Each record must be printed again exactly as given.

**** Provided entries ****

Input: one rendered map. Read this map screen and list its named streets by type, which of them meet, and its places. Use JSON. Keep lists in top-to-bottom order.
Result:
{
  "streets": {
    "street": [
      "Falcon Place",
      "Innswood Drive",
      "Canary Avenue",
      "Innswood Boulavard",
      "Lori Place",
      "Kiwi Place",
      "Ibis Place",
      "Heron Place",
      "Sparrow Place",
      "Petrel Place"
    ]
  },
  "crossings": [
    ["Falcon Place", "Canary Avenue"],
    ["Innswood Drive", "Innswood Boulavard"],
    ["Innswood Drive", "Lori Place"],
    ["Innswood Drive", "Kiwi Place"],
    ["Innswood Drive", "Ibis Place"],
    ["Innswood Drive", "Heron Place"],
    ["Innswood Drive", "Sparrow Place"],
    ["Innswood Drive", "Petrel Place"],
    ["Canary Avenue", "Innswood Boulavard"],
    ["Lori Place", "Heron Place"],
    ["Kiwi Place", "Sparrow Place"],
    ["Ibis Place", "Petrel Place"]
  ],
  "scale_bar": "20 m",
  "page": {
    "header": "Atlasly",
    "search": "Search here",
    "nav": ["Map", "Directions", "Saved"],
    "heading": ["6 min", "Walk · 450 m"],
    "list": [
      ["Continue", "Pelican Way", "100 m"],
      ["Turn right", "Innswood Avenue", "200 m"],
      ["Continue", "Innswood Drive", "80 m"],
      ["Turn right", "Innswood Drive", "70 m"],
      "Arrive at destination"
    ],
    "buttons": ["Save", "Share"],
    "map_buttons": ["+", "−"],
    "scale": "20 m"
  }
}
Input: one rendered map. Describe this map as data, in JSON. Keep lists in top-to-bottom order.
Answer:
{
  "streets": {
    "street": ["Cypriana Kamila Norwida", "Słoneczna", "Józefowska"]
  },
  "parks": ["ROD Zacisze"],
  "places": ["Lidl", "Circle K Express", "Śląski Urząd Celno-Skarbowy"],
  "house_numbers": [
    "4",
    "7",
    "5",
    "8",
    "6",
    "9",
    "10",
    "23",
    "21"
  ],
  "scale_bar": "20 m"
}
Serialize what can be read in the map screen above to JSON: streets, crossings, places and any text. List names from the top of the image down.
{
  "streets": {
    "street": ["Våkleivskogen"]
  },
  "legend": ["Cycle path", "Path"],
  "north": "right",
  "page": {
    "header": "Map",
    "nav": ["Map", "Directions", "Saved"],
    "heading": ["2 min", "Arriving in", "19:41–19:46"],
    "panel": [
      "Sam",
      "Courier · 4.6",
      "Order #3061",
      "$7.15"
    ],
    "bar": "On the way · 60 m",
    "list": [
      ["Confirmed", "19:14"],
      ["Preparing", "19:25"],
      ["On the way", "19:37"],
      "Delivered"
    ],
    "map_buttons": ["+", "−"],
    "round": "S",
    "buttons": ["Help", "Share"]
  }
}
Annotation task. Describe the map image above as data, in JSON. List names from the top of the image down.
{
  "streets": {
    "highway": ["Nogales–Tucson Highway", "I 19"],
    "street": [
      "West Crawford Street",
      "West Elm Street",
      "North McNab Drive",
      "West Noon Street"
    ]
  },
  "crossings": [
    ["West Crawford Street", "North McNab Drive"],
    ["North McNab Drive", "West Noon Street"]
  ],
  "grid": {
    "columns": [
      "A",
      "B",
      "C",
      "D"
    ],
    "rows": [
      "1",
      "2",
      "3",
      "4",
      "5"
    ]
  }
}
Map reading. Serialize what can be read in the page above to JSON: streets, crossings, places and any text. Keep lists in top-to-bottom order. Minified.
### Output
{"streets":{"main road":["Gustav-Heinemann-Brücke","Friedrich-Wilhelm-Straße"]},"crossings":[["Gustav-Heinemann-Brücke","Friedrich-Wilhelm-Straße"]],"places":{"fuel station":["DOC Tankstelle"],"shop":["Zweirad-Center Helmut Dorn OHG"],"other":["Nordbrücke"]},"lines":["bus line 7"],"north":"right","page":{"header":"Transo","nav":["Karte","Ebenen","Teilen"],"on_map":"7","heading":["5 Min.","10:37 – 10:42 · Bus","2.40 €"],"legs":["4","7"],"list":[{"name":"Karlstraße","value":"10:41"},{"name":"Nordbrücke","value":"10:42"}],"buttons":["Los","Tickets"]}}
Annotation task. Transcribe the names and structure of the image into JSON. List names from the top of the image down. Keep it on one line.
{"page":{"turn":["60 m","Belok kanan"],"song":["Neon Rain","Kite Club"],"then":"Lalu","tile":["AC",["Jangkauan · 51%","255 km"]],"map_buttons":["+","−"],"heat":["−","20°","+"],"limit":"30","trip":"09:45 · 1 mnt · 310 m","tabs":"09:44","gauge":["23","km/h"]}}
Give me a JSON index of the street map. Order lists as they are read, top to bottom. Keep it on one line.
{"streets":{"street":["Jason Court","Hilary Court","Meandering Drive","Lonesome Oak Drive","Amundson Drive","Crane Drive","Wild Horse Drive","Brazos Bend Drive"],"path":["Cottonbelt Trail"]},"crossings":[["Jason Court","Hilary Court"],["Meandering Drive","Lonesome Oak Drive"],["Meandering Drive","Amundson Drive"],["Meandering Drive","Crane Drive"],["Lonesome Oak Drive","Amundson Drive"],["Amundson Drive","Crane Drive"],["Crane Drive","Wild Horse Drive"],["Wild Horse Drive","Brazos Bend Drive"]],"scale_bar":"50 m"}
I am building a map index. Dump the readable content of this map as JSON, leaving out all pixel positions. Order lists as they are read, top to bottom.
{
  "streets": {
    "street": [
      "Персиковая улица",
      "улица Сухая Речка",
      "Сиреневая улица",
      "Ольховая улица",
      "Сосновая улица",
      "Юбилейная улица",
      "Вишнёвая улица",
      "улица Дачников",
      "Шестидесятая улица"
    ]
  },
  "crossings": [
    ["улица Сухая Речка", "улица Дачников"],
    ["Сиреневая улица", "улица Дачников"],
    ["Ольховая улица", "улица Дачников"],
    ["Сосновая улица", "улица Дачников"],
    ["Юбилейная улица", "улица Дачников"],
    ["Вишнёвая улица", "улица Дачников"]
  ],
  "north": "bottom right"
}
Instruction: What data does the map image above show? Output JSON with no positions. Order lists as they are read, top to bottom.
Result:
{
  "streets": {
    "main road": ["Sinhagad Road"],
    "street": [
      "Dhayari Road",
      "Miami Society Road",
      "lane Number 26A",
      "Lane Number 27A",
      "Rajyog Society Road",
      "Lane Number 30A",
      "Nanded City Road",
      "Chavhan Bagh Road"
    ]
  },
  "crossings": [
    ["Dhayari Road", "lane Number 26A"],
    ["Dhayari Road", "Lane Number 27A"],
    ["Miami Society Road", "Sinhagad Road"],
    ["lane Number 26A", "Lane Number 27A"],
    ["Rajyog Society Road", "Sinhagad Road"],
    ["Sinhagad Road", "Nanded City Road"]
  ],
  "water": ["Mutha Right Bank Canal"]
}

****

> [Response to this exercise]
Input: one rendered map. Read this map screen and list its named streets by type, which of them meet, and its places. Use JSON. Keep lists in top-to-bottom order.
Result:
{
  "streets": {
    "street": [
      "Falcon Place",
      "Innswood Drive",
      "Canary Avenue",
      "Innswood Boulavard",
      "Lori Place",
      "Kiwi Place",
      "Ibis Place",
      "Heron Place",
      "Sparrow Place",
      "Petrel Place"
    ]
  },
  "crossings": [
    ["Falcon Place", "Canary Avenue"],
    ["Innswood Drive", "Innswood Boulavard"],
    ["Innswood Drive", "Lori Place"],
    ["Innswood Drive", "Kiwi Place"],
    ["Innswood Drive", "Ibis Place"],
    ["Innswood Drive", "Heron Place"],
    ["Innswood Drive", "Sparrow Place"],
    ["Innswood Drive", "Petrel Place"],
    ["Canary Avenue", "Innswood Boulavard"],
    ["Lori Place", "Heron Place"],
    ["Kiwi Place", "Sparrow Place"],
    ["Ibis Place", "Petrel Place"]
  ],
  "scale_bar": "20 m",
  "page": {
    "header": "Atlasly",
    "search": "Search here",
    "nav": ["Map", "Directions", "Saved"],
    "heading": ["6 min", "Walk · 450 m"],
    "list": [
      ["Continue", "Pelican Way", "100 m"],
      ["Turn right", "Innswood Avenue", "200 m"],
      ["Continue", "Innswood Drive", "80 m"],
      ["Turn right", "Innswood Drive", "70 m"],
      "Arrive at destination"
    ],
    "buttons": ["Save", "Share"],
    "map_buttons": ["+", "−"],
    "scale": "20 m"
  }
}
Input: one rendered map. Describe this map as data, in JSON. Keep lists in top-to-bottom order.
Answer:
{
  "streets": {
    "street": ["Cypriana Kamila Norwida", "Słoneczna", "Józefowska"]
  },
  "parks": ["ROD Zacisze"],
  "places": ["Lidl", "Circle K Express", "Śląski Urząd Celno-Skarbowy"],
  "house_numbers": [
    "4",
    "7",
    "5",
    "8",
    "6",
    "9",
    "10",
    "23",
    "21"
  ],
  "scale_bar": "20 m"
}
Serialize what can be read in the map screen above to JSON: streets, crossings, places and any text. List names from the top of the image down.
{
  "streets": {
    "street": ["Våkleivskogen"]
  },
  "legend": ["Cycle path", "Path"],
  "north": "right",
  "page": {
    "header": "Map",
    "nav": ["Map", "Directions", "Saved"],
    "heading": ["2 min", "Arriving in", "19:41–19:46"],
    "panel": [
      "Sam",
      "Courier · 4.6",
      "Order #3061",
      "$7.15"
    ],
    "bar": "On the way · 60 m",
    "list": [
      ["Confirmed", "19:14"],
      ["Preparing", "19:25"],
      ["On the way", "19:37"],
      "Delivered"
    ],
    "map_buttons": ["+", "−"],
    "round": "S",
    "buttons": ["Help", "Share"]
  }
}
Annotation task. Describe the map image above as data, in JSON. List names from the top of the image down.
{
  "streets": {
    "highway": ["Nogales–Tucson Highway", "I 19"],
    "street": [
      "West Crawford Street",
      "West Elm Street",
      "North McNab Drive",
      "West Noon Street"
    ]
  },
  "crossings": [
    ["West Crawford Street", "North McNab Drive"],
    ["North McNab Drive", "West Noon Street"]
  ],
  "grid": {
    "columns": [
      "A",
      "B",
      "C",
      "D"
    ],
    "rows": [
      "1",
      "2",
      "3",
      "4",
      "5"
    ]
  }
}
Map reading. Serialize what can be read in the page above to JSON: streets, crossings, places and any text. Keep lists in top-to-bottom order. Minified.
### Output
{"streets":{"main road":["Gustav-Heinemann-Brücke","Friedrich-Wilhelm-Straße"]},"crossings":[["Gustav-Heinemann-Brücke","Friedrich-Wilhelm-Straße"]],"places":{"fuel station":["DOC Tankstelle"],"shop":["Zweirad-Center Helmut Dorn OHG"],"other":["Nordbrücke"]},"lines":["bus line 7"],"north":"right","page":{"header":"Transo","nav":["Karte","Ebenen","Teilen"],"on_map":"7","heading":["5 Min.","10:37 – 10:42 · Bus","2.40 €"],"legs":["4","7"],"list":[{"name":"Karlstraße","value":"10:41"},{"name":"Nordbrücke","value":"10:42"}],"buttons":["Los","Tickets"]}}
Annotation task. Transcribe the names and structure of the image into JSON. List names from the top of the image down. Keep it on one line.
{"page":{"turn":["60 m","Belok kanan"],"song":["Neon Rain","Kite Club"],"then":"Lalu","tile":["AC",["Jangkauan · 51%","255 km"]],"map_buttons":["+","−"],"heat":["−","20°","+"],"limit":"30","trip":"09:45 · 1 mnt · 310 m","tabs":"09:44","gauge":["23","km/h"]}}
Give me a JSON index of the street map. Order lists as they are read, top to bottom. Keep it on one line.
{"streets":{"street":["Jason Court","Hilary Court","Meandering Drive","Lonesome Oak Drive","Amundson Drive","Crane Drive","Wild Horse Drive","Brazos Bend Drive"],"path":["Cottonbelt Trail"]},"crossings":[["Jason Court","Hilary Court"],["Meandering Drive","Lonesome Oak Drive"],["Meandering Drive","Amundson Drive"],["Meandering Drive","Crane Drive"],["Lonesome Oak Drive","Amundson Drive"],["Amundson Drive","Crane Drive"],["Crane Drive","Wild Horse Drive"],["Wild Horse Drive","Brazos Bend Drive"]],"scale_bar":"50 m"}
I am building a map index. Dump the readable content of this map as JSON, leaving out all pixel positions. Order lists as they are read, top to bottom.
{
  "streets": {
    "street": [
      "Персиковая улица",
      "улица Сухая Речка",
      "Сиреневая улица",
      "Ольховая улица",
      "Сосновая улица",
      "Юбилейная улица",
      "Вишнёвая улица",
      "улица Дачников",
      "Шестидесятая улица"
    ]
  },
  "crossings": [
    ["улица Сухая Речка", "улица Дачников"],
    ["Сиреневая улица", "улица Дачников"],
    ["Ольховая улица", "улица Дачников"],
    ["Сосновая улица", "улица Дачников"],
    ["Юбилейная улица", "улица Дачников"],
    ["Вишнёвая улица", "улица Дачников"]
  ],
  "north": "bottom right"
}
Instruction: What data does the map image above show? Output JSON with no positions. Order lists as they are read, top to bottom.
Result:
{
  "streets": {
    "main road": ["Sinhagad Road"],
    "street": [
      "Dhayari Road",
      "Miami Society Road",
      "lane Number 26A",
      "Lane Number 27A",
      "Rajyog Society Road",
      "Lane Number 30A",
      "Nanded City Road",
      "Chavhan Bagh Road"
    ]
  },
  "crossings": [
    ["Dhayari Road", "lane Number 26A"],
    ["Dhayari Road", "Lane Number 27A"],
    ["Miami Society Road", "Sinhagad Road"],
    ["lane Number 26A", "Lane Number 27A"],
    ["Rajyog Society Road", "Sinhagad Road"],
    ["Sinhagad Road", "Nanded City Road"]
  ],
  "water": ["Mutha Right Bank Canal"]
}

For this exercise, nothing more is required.